Established by: Rector of Umeå School of Business and Economics, 2022-11-03
Revised by: Dean of Umeå School of Business, Economics and Statistics, 2024-05-02
Contents
This course is designed to equip students with the knowledge and skills necessary to visualize, interpret, and communicate global trends using data visualization techniques. We discuss strengths and weaknesses in communication through data visualizations. During the course, students will acquire skills in data visualization through creation of plots, maps and animations. A key component in visualization of global trends is data of good quality. The students will explore where to find and how to obtain relevant data. Software used for preprocessing and visualization of data includes R and associated packages. Other modern tools for large and complex datasets can also be included. Students learn how to create compelling visual representations of global trends that facilitate understanding and decision-making, using real-world case studies on, for example, economic and social indicators and environmental and technological shifts.
Expected learning outcomes
Knowledge and understanding Students must be able to
1. interpret and extract meaningful information from data visualizations. 2. identify data sources of relevance to global trends. 3. account for basic principles and strategies to create informative and compelling visualizations of data.
Skill and abilities Students must be able to
4. collect, clean, and preprocess data for visualization. 5. create effective data visualizations of global trends using appropriate techniques and software based on the R programming language, and other tools included in the course. 6. choose an appropriate visualization method for a given problem. 7. present and interpret the results of a data visualization.
Judgment and approach Students must be able to
8. critically review visualizations of global trends, identify strengths and weaknesses, and in the latter case suggest improvements. 9. evaluate ethical considerations and potential biases in data visualizations of global trends.
Required Knowledge
The course Business Analytics (15 ECTS) or equivalent. Proficiency in English equivalent to Swedish upper secondary course English B (English/6).
Form of instruction
Learning is supported by lectures, computer lab sessions, seminars and tutoring.
Examination modes
The examination consists of written and/or oral presentations of given assignments, and an individual written hall exam. The assignments are carried out as group projects. Opposition of another group's work is also part of the examination. Reports of assignments should be handed in or presented at predetermined dates (deadlines). The individual written hall exam is graded Pass with distinction (VG), Pass (G), or Fail (U), while the group assignments are graded G or U. The grade on the course is Pass with distinction (VG), Pass (G), or Fail (U). For the grade Pass (G) all examinations need at least the grade Pass (G). For the grade Pass with distinction (VG) the student also needs Pass with distinction (VG) on the written exam.

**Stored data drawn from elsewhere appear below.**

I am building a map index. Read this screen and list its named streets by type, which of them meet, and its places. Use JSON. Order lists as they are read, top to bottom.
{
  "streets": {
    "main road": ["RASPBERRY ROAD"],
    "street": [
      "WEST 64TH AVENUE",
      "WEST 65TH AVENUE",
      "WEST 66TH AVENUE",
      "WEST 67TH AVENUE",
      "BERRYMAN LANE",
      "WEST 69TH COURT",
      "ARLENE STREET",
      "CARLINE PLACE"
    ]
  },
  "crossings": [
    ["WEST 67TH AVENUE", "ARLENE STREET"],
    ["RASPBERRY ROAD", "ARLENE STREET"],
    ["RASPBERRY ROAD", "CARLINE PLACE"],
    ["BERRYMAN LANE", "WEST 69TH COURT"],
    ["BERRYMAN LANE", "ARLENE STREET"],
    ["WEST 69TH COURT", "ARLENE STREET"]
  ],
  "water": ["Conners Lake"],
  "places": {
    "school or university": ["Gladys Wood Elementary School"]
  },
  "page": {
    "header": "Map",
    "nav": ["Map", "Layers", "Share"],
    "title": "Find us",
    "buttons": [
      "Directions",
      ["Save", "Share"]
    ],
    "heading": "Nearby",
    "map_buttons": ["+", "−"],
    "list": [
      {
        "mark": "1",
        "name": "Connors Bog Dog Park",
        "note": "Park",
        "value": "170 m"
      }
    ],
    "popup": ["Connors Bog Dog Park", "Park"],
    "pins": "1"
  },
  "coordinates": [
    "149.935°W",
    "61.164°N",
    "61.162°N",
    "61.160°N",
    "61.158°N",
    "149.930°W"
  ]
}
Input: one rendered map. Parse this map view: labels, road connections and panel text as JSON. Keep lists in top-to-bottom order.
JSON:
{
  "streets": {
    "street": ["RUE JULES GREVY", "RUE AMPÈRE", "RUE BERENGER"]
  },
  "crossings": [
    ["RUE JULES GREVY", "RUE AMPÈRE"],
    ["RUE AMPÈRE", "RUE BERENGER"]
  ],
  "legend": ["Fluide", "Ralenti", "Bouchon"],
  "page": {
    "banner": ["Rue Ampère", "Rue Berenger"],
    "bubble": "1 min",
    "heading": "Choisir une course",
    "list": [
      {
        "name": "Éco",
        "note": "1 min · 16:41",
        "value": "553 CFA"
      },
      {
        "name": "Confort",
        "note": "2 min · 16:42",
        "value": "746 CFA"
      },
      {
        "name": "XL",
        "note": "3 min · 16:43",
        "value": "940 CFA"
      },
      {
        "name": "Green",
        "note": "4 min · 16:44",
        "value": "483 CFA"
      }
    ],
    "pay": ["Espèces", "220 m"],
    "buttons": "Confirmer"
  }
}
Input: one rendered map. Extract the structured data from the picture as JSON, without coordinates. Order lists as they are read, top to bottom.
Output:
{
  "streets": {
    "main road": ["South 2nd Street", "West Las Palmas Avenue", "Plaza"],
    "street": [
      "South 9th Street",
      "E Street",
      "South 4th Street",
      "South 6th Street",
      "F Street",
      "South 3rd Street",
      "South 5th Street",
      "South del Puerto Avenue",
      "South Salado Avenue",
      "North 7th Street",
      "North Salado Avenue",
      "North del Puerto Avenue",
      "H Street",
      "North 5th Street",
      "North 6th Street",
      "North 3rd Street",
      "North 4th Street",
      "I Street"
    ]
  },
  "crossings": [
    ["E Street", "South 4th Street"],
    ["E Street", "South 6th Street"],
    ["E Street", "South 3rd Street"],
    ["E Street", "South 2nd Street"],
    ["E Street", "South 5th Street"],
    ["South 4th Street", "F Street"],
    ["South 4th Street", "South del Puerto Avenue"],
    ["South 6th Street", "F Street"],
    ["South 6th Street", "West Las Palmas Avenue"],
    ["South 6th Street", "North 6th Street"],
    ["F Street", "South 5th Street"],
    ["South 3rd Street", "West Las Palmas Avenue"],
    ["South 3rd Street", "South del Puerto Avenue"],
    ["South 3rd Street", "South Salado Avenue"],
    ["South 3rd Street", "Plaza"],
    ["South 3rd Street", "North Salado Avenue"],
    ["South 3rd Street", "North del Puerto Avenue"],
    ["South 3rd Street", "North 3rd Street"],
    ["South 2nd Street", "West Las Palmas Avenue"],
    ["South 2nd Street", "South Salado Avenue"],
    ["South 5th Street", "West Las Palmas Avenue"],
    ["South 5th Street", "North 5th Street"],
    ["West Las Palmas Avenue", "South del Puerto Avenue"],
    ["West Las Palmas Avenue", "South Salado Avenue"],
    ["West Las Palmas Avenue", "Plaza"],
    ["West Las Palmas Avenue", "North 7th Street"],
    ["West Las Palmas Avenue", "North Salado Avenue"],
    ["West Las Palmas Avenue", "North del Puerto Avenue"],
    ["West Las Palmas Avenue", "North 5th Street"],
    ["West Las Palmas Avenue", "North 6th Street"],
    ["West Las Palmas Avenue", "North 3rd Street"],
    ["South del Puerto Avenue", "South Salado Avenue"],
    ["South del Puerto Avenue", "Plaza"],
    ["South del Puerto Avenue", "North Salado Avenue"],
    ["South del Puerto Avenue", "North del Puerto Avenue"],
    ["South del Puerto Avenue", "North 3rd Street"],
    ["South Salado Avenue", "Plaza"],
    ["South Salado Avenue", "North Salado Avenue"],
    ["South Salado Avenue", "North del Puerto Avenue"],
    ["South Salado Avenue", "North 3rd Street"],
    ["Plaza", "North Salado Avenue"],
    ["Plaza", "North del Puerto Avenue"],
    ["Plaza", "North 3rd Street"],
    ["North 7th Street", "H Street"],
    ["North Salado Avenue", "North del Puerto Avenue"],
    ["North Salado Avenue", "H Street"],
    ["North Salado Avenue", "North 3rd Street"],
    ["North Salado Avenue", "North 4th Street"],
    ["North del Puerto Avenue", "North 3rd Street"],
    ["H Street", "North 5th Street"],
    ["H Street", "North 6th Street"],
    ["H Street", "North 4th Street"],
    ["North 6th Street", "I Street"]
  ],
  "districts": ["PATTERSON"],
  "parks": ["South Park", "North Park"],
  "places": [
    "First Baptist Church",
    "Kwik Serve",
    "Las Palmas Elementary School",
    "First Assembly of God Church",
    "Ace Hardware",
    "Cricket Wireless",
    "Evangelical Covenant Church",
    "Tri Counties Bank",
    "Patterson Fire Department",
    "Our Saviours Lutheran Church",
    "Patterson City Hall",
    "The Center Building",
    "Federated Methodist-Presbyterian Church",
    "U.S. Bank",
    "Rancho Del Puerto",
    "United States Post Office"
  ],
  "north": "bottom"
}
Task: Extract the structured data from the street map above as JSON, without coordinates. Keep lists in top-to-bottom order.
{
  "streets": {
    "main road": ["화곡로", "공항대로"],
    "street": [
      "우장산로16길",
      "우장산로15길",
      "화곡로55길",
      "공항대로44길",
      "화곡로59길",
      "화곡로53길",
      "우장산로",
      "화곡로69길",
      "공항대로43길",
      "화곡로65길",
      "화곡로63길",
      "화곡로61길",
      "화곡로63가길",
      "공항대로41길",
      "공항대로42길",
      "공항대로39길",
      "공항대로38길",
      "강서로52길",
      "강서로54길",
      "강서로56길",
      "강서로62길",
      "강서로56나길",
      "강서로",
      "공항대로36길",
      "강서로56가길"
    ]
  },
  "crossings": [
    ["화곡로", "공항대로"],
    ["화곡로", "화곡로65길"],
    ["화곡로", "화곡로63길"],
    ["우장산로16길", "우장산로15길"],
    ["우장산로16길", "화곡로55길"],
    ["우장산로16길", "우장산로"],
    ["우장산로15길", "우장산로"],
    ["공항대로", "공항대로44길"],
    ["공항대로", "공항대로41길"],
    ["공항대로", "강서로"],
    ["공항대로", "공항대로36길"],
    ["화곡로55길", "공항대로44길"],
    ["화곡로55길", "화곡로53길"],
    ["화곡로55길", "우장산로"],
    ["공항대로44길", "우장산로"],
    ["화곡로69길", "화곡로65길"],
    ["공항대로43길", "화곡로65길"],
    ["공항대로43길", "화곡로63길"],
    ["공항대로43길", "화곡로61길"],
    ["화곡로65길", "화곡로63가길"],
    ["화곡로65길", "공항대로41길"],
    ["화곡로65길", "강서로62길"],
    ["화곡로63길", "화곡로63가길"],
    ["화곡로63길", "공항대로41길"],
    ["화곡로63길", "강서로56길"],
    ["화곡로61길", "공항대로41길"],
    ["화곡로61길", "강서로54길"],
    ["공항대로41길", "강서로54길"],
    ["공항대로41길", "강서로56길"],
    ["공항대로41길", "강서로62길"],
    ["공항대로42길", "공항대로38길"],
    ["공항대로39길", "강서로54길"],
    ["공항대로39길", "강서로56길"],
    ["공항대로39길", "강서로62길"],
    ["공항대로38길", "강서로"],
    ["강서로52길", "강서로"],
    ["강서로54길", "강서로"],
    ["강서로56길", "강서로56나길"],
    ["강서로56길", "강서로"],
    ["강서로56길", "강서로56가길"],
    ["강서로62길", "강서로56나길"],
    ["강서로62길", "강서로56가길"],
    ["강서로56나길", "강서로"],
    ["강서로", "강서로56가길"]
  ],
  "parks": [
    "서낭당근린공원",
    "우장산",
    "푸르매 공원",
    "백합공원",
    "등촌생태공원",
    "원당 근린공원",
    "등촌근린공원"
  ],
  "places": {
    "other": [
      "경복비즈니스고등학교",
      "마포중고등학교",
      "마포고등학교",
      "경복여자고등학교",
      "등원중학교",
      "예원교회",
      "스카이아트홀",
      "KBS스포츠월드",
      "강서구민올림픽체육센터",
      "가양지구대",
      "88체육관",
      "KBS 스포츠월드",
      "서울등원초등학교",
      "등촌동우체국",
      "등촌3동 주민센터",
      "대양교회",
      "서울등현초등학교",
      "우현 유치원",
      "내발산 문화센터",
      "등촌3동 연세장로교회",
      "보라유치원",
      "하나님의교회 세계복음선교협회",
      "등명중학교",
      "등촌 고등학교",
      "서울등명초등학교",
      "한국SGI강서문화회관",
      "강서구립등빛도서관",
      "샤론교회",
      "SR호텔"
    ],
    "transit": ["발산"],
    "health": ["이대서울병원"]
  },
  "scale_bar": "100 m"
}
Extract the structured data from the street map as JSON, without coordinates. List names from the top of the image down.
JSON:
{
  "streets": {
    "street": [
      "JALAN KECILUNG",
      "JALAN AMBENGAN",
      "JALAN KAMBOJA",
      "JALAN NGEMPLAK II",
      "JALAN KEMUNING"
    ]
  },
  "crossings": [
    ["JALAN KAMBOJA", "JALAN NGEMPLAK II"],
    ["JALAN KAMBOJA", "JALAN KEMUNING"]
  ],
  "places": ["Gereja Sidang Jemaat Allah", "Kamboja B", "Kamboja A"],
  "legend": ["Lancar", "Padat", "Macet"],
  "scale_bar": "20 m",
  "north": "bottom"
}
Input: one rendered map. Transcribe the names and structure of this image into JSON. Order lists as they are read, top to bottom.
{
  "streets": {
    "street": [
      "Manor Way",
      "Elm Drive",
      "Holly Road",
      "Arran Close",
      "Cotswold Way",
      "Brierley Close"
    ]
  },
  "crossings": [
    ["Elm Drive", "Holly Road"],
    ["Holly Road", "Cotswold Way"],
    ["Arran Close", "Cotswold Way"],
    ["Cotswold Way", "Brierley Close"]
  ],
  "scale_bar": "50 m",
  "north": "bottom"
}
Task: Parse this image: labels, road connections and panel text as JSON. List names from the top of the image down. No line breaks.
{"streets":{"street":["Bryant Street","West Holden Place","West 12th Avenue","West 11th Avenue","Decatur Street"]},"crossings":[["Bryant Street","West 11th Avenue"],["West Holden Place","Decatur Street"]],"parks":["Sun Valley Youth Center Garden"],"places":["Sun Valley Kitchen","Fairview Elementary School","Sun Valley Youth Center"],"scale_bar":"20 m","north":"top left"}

A student who has passed an examination is not allowed to take another examination in order to get a higher grade. For students who do not pass, an additional examination opportunity will be held according to a pre-determined schedule.
A student that has failed an examination on two occasions has a right to have another examiner or grading teacher appointed unless there are special reasons against it. A written request addressed to the Director of Studies should be made no later than two weeks before the next examination opportunity.
Examinations based on the same course syllabus as the ordinary examinations are guaranteed to be offered up to two years after the date of the student's first registration for the course.
Adaptations Examiners may decide to deviate from the modes of assessment in the course syllabus. Individual adaptation of modes of assessment must give due consideration to the student's needs. The adaptation of modes of assessment must remain within the framework of the intended learning outcomes in the course syllabus. Students who require an adapted examination - and have received a decision on the right to support from the coordinator at the Student Services Office for students with disabilities - must submit a request to the department holding the course no later than 10 days before the examination. The examiner decides on the adaptation of the examination, after which the student will be notified.
Academic integrity and cheating As a student, you are expected to act with academic integrity. This means writing and presenting within the limits of the academic rules and expectations communicated in the university's regulations and what is otherwise specified by the responsible department. Disciplinary action may be taken against students who use unauthorized help aids or in some other way try to mislead on a test or on another type of task for examination. Rules and regulations concerning the production of academic texts and correct referencing will be applicable to written assignments. Submitted material may be subject to plagiarism control. In addition, Umeå University rules and regulations for education and research apply.
Academic credit transfer Academic credit transfers are according to the University credit transfer regulations.
Other regulations
This course partly overlaps with the course Visualisering av data (7.5 Credits) and cannot therefore be credited in the degree together with that overlapping course.
Literature
Valid from:
2024 week 21
Healy Kieran Joseph Data visualization : a practical introduction Princeton : Princeton University Press : [2018] : xviii, 272 pages : ISBN: 0691181624 Mandatory Search the University Library catalogue Reading instructions: The book is also available in paper back (2019) with ISBN: 9780691181622
Complementary free literature about usage of the software R and other visualization tools that are included in the course.